* [Directions]:
Give back exactly the lines of the data below, starting with the line that has "List all labels, symbols" and going on through the line that has "Detect all text".

Saved data entries:
------------------------------------------------------------

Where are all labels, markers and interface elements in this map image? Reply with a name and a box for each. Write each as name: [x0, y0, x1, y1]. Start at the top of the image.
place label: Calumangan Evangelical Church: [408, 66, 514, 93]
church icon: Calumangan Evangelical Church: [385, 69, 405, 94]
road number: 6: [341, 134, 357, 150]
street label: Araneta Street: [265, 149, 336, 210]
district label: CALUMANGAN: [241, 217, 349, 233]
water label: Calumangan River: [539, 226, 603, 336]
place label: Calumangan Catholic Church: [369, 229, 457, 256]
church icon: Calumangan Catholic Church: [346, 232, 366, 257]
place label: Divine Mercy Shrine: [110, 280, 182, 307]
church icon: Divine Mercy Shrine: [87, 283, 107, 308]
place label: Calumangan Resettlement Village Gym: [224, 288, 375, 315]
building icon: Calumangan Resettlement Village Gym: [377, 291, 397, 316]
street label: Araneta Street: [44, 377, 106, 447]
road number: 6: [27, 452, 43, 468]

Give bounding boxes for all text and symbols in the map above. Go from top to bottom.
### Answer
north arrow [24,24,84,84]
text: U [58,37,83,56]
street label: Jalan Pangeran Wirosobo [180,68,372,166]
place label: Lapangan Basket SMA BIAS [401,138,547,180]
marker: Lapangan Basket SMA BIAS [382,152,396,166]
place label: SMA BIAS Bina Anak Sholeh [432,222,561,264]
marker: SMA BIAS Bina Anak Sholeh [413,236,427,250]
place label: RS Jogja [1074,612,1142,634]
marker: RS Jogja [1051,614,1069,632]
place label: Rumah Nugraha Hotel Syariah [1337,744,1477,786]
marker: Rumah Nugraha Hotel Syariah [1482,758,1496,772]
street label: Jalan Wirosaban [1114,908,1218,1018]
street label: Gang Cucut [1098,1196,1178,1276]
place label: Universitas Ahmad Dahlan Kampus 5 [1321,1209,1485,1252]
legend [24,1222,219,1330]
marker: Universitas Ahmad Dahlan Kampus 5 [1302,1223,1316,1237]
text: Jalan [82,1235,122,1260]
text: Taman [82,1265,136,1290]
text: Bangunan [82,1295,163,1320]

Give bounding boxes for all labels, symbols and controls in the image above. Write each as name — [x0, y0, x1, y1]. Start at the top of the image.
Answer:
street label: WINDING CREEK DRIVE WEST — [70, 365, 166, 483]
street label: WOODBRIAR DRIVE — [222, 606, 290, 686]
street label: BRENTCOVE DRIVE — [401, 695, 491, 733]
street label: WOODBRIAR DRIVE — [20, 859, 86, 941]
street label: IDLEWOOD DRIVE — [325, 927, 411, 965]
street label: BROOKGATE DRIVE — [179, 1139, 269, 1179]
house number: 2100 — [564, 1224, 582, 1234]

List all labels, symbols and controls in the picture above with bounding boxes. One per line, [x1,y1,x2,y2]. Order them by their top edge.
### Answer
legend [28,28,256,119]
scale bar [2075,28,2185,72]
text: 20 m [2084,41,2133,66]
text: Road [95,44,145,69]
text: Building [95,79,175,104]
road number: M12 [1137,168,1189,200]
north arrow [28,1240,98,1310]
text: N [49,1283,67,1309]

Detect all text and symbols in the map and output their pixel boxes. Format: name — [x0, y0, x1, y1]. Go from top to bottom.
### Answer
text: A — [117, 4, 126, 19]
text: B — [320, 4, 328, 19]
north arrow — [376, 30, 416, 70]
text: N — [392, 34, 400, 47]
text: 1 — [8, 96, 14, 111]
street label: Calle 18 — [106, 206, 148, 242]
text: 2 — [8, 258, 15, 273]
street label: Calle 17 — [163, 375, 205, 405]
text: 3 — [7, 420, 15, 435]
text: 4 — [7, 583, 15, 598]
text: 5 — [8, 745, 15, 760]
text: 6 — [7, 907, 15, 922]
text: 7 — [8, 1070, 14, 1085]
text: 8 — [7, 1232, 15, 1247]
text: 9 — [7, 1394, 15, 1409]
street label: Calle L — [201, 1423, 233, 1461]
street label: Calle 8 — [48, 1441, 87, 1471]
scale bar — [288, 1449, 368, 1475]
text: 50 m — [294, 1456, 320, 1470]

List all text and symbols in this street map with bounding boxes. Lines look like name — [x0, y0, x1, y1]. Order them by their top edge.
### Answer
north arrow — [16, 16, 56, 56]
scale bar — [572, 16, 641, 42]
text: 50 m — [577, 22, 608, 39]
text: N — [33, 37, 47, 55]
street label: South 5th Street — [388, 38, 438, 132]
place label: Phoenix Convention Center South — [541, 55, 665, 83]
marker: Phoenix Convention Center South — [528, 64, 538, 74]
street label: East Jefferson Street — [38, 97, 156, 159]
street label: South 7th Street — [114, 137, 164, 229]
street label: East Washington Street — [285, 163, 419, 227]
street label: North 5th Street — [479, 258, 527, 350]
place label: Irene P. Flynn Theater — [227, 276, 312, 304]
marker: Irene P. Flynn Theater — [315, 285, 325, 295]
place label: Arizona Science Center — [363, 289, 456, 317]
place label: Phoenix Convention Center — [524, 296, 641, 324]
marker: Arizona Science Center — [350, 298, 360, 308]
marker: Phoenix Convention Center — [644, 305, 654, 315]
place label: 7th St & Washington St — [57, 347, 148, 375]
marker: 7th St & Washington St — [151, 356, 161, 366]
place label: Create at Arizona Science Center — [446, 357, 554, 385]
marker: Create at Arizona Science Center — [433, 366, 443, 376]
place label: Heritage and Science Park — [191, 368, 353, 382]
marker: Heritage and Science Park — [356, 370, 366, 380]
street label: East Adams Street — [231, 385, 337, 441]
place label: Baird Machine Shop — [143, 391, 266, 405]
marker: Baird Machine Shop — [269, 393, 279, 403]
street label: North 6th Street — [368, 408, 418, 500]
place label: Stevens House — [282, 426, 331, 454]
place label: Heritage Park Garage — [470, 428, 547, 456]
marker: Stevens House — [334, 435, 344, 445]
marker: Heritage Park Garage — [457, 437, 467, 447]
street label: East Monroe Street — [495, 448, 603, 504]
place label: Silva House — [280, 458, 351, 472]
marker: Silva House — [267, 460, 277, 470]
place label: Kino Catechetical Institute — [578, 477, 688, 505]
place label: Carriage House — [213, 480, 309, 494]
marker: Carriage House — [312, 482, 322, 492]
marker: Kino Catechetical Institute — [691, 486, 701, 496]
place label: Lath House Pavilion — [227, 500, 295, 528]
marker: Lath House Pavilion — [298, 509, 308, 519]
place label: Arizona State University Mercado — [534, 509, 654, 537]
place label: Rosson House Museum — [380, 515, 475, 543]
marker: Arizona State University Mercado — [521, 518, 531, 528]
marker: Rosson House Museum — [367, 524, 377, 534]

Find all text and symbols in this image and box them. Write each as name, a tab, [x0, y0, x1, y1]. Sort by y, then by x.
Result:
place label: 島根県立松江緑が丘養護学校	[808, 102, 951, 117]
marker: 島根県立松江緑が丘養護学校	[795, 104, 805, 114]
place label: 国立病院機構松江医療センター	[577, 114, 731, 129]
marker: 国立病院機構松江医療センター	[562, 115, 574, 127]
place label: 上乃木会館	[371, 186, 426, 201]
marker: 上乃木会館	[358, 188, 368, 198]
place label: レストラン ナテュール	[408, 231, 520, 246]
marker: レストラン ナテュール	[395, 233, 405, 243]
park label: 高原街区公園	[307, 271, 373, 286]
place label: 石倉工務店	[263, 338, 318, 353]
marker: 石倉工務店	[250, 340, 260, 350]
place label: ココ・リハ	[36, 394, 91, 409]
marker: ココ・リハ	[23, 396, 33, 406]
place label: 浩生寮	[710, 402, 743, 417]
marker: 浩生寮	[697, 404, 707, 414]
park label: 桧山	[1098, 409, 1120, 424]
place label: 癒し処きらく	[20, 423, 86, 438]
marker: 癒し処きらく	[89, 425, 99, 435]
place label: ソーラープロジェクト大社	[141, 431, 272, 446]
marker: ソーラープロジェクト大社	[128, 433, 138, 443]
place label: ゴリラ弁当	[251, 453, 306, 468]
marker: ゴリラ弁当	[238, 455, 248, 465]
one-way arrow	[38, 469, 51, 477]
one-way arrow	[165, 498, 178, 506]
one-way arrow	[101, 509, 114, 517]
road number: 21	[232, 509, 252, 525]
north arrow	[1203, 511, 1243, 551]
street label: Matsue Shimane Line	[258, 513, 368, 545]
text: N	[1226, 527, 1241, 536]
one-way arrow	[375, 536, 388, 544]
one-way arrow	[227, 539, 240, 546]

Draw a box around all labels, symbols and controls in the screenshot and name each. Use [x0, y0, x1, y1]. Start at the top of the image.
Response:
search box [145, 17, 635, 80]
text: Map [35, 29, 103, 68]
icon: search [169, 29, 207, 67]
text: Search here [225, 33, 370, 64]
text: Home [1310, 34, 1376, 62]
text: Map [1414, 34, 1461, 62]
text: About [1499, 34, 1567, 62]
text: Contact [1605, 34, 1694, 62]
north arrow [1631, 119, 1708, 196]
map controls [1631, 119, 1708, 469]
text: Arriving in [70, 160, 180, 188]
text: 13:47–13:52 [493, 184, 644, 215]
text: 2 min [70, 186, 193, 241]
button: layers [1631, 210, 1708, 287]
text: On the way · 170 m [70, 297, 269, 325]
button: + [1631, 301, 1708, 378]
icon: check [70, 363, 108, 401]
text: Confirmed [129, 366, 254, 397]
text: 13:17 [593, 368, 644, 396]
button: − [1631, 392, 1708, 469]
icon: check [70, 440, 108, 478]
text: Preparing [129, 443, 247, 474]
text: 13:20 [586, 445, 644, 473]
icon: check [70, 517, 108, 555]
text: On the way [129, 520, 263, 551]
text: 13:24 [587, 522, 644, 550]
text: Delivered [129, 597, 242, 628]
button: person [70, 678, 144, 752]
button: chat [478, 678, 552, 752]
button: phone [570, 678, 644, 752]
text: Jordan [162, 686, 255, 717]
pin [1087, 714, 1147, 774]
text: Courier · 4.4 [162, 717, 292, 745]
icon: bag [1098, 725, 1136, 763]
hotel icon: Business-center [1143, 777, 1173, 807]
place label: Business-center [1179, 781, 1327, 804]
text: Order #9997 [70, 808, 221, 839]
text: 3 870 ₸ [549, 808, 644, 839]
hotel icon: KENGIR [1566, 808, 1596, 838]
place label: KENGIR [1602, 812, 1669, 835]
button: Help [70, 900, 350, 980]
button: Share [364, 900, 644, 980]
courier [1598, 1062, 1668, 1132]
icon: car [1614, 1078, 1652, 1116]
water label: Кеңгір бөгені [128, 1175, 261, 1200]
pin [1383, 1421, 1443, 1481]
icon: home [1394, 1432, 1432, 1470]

------------------------------------------------------------

* [Finished exercise]:
List all labels, symbols and controls in the picture above with bounding boxes. One per line, [x1,y1,x2,y2]. Order them by their top edge.
### Answer
legend [28,28,256,119]
scale bar [2075,28,2185,72]
text: 20 m [2084,41,2133,66]
text: Road [95,44,145,69]
text: Building [95,79,175,104]
road number: M12 [1137,168,1189,200]
north arrow [28,1240,98,1310]
text: N [49,1283,67,1309]

Detect all text and symbols in the map and output their pixel boxes. Format: name — [x0, y0, x1, y1]. Go from top to bottom.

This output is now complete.